Nel caso di specie, un socio di s.n.c., dichiarato fallito insieme alla società, aveva formulato richiesta di esdebitazione: la domanda veniva rigettata dal Tribunale, sul presupposto che non potesse essere applicata la normativa introdotta dal D. lgs. 5/2006, poiché la procedura fallimentare era stata chiusa con decreto il 9 settembre 2005, prima dell’entrata in vigore del nuovo art. 142 l. fall. Anche in sede di reclamo l’istanza veniva respinta. Il ricorrente denunciava, infine, nel ricorso per cassazione – con unico motivo – la violazione di norme di diritto, formulando, ai sensi dell’art. 366 bis c.p.c. (ancora applicabile al caso di specie), il quesito «circa l’applicabilità o meno del disposto di cui all’art. 19 del d.lgs. 12.9.07 n. 169 anche a quei fallimenti chiusi nei 5 anni antecedenti la data di entrata in vigore del d.lgs. 9.1.2006 n. 5, ovvero chiusi successivamente al 16.7.2001, e comunque nei 5 anni antecedenti l’entrata in vigore del d.lgs. 12.9.2007 n. 169 ovvero chiusi successivamente al 1.1.2003». Secondo il ricorrente, l’interpretazione accolta dai giudici di merito avrebbe avuto quale conseguenza la privazione, nei confronti di chi aveva acquisito il diritto di chiedere la riabilitazione in base all’abrogata disciplina, del beneficio di quest’ultima nonché dell’esdebitazione introdotta nel 2006.
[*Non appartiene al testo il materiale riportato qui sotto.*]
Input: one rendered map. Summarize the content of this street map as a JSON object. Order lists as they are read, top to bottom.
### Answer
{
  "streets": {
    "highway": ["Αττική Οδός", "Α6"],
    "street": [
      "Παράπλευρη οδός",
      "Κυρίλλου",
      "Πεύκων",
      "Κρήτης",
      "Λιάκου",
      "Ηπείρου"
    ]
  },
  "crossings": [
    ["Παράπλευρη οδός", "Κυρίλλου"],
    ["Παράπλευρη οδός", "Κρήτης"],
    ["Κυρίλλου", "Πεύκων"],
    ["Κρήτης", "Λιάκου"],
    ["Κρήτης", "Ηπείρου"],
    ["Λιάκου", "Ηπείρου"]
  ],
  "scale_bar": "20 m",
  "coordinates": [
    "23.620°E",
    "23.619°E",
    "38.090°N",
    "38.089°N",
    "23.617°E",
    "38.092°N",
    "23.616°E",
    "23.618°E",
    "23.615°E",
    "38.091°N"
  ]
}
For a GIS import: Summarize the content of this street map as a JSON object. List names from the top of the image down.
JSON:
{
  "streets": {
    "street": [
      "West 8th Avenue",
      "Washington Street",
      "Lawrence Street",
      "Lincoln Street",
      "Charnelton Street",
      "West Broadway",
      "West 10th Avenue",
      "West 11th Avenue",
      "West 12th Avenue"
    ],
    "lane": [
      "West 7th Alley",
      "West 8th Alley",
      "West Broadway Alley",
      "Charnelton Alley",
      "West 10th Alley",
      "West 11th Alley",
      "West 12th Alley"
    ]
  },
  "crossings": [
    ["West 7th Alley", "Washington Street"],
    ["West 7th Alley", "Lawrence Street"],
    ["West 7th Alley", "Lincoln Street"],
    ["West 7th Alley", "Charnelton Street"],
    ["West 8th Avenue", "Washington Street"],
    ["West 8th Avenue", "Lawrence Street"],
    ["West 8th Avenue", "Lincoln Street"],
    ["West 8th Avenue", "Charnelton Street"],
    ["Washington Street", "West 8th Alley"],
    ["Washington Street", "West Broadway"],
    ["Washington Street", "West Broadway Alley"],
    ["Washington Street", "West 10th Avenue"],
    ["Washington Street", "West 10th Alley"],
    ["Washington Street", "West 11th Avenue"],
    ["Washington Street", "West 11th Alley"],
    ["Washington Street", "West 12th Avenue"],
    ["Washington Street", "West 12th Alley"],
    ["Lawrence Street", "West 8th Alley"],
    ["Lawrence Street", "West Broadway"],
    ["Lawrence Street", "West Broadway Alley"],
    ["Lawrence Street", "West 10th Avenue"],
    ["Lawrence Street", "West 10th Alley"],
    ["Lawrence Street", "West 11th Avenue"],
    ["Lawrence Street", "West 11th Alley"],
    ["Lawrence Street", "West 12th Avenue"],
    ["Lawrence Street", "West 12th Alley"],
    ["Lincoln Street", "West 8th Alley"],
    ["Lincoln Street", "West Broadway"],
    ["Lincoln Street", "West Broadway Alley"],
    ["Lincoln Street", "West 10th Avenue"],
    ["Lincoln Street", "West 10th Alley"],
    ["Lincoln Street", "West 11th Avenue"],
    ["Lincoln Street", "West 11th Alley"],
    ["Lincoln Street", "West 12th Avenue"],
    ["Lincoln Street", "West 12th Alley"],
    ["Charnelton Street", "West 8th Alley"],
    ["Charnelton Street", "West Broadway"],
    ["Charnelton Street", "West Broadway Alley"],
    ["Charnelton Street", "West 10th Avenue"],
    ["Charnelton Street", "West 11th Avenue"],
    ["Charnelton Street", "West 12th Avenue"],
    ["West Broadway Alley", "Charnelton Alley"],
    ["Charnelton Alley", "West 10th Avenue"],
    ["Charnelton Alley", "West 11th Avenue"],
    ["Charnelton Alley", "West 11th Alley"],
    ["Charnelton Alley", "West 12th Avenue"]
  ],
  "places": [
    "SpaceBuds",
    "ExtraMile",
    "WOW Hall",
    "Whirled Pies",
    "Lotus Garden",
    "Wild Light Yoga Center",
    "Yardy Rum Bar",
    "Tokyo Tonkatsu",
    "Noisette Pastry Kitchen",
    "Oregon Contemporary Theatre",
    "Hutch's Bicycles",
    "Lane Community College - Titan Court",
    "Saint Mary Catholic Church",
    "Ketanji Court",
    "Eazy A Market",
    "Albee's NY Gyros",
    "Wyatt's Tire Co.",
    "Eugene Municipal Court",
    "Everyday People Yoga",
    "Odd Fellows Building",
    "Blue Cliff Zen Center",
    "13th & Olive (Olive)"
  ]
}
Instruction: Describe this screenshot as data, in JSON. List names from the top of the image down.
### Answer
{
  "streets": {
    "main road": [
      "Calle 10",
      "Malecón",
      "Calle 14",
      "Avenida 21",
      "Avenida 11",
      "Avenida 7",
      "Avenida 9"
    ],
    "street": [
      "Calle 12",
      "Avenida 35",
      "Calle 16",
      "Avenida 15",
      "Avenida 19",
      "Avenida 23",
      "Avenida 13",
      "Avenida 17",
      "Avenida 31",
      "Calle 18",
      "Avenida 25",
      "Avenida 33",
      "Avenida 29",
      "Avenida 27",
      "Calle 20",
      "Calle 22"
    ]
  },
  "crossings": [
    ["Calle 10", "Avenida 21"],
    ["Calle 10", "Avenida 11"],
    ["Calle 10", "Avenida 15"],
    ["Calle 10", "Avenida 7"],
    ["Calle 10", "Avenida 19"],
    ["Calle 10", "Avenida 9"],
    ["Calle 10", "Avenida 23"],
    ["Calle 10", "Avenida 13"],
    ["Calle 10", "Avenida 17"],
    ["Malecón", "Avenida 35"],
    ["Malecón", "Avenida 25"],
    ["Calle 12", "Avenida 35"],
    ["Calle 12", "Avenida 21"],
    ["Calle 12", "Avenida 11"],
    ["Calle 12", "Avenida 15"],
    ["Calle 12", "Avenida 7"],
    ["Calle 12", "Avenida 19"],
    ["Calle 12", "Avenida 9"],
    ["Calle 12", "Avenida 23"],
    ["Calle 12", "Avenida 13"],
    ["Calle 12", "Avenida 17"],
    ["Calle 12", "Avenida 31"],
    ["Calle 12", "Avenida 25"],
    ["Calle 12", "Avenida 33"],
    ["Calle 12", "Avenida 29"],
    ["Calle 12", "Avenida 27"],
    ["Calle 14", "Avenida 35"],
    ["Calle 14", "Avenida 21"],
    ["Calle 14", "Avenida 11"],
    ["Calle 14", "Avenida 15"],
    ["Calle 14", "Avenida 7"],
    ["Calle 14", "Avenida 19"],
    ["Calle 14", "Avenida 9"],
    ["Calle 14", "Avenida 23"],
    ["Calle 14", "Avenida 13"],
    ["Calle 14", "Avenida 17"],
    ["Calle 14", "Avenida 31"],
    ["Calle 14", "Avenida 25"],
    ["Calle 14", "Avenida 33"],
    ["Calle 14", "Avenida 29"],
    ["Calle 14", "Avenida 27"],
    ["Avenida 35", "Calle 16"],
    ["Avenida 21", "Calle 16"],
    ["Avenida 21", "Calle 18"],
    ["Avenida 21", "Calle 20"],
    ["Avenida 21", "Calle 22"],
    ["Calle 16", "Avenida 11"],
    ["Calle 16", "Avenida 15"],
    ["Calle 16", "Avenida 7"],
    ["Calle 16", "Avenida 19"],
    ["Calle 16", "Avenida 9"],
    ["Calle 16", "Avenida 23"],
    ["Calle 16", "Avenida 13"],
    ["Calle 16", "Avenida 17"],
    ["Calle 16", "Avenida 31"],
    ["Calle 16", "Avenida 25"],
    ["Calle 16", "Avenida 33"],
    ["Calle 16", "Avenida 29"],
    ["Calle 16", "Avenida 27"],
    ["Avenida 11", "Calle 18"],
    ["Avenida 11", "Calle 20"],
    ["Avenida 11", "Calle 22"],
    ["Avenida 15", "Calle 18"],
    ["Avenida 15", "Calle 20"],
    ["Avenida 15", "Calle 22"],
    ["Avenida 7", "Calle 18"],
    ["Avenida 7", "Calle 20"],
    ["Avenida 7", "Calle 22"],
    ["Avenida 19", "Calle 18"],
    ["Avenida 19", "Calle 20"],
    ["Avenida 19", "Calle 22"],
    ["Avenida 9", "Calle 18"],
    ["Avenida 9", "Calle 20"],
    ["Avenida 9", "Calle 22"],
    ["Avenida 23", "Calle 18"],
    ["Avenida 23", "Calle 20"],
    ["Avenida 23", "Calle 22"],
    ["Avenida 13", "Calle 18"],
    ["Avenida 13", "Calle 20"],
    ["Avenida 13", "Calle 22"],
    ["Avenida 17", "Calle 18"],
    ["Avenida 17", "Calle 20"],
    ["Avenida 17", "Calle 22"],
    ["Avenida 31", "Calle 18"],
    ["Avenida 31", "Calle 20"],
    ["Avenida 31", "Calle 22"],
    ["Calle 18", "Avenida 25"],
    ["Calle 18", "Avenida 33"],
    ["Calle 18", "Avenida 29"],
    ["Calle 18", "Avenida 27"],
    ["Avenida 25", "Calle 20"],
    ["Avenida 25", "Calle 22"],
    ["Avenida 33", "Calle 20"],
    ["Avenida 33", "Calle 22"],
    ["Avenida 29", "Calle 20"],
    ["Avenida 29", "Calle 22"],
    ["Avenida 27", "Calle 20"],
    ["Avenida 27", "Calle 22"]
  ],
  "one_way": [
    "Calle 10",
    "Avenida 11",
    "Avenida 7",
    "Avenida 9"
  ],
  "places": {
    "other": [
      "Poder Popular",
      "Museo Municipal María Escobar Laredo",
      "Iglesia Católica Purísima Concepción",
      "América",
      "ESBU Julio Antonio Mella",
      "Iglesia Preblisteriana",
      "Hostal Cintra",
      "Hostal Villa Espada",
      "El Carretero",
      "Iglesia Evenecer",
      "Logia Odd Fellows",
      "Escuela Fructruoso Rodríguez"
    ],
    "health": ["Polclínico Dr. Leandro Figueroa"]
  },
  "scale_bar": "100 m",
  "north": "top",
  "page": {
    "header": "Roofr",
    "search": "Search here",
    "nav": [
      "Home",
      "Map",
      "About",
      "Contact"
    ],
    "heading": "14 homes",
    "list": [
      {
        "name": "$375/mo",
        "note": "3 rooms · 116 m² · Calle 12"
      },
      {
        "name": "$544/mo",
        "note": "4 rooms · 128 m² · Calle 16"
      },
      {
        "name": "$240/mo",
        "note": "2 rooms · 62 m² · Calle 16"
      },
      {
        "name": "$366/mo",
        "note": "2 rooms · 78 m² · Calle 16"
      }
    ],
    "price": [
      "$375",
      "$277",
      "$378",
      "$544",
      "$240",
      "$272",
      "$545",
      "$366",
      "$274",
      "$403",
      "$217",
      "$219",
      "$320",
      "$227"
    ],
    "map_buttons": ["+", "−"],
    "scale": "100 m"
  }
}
I giudici di legittimità hanno rigettato il ricorso, ritenendo che nel caso di specie, anche alla luce della giurisprudenza costante della Cassazione, non potesse applicarsi – ratione temporis – la disciplina dell’esdebitazione. Neppure sarebbe stato possibile, in proposito, invocare l’illegittimità costituzionale della normativa menzionata ex art. 3 Cost., dal momento che la scelta del legislatore, imponendo un discrimine temporale di applicazione, non è arbitraria («il fluire del tempo [costituisce] valido elemento diversificatore di situazioni giuridiche»). Ciononostante, ad avviso della Suprema Corte – con riferimento alla domanda del ricorrente – dall’orientamento della Corte Costituzionale (cfr. la sentenza 39/2008) è possibile dedurre che, sin dall’emanazione del decreto di chiusura del fallimento anteriore all’emanazione del D. lgs. 5/2006, «si [verifichi la cessazione] delle incapacità personali derivanti al fallito dalla dichiarazione di fallimento». Pertanto, con la chiusura del fallimento del ricorrente (avvenuta nel 2005) sono venuti meno sia «gli effetti del fallimento stesso sul patrimonio del fallito» sia «le incapacità personali che lo avevano colpito per effetto della sentenza dichiarativa di fallimento».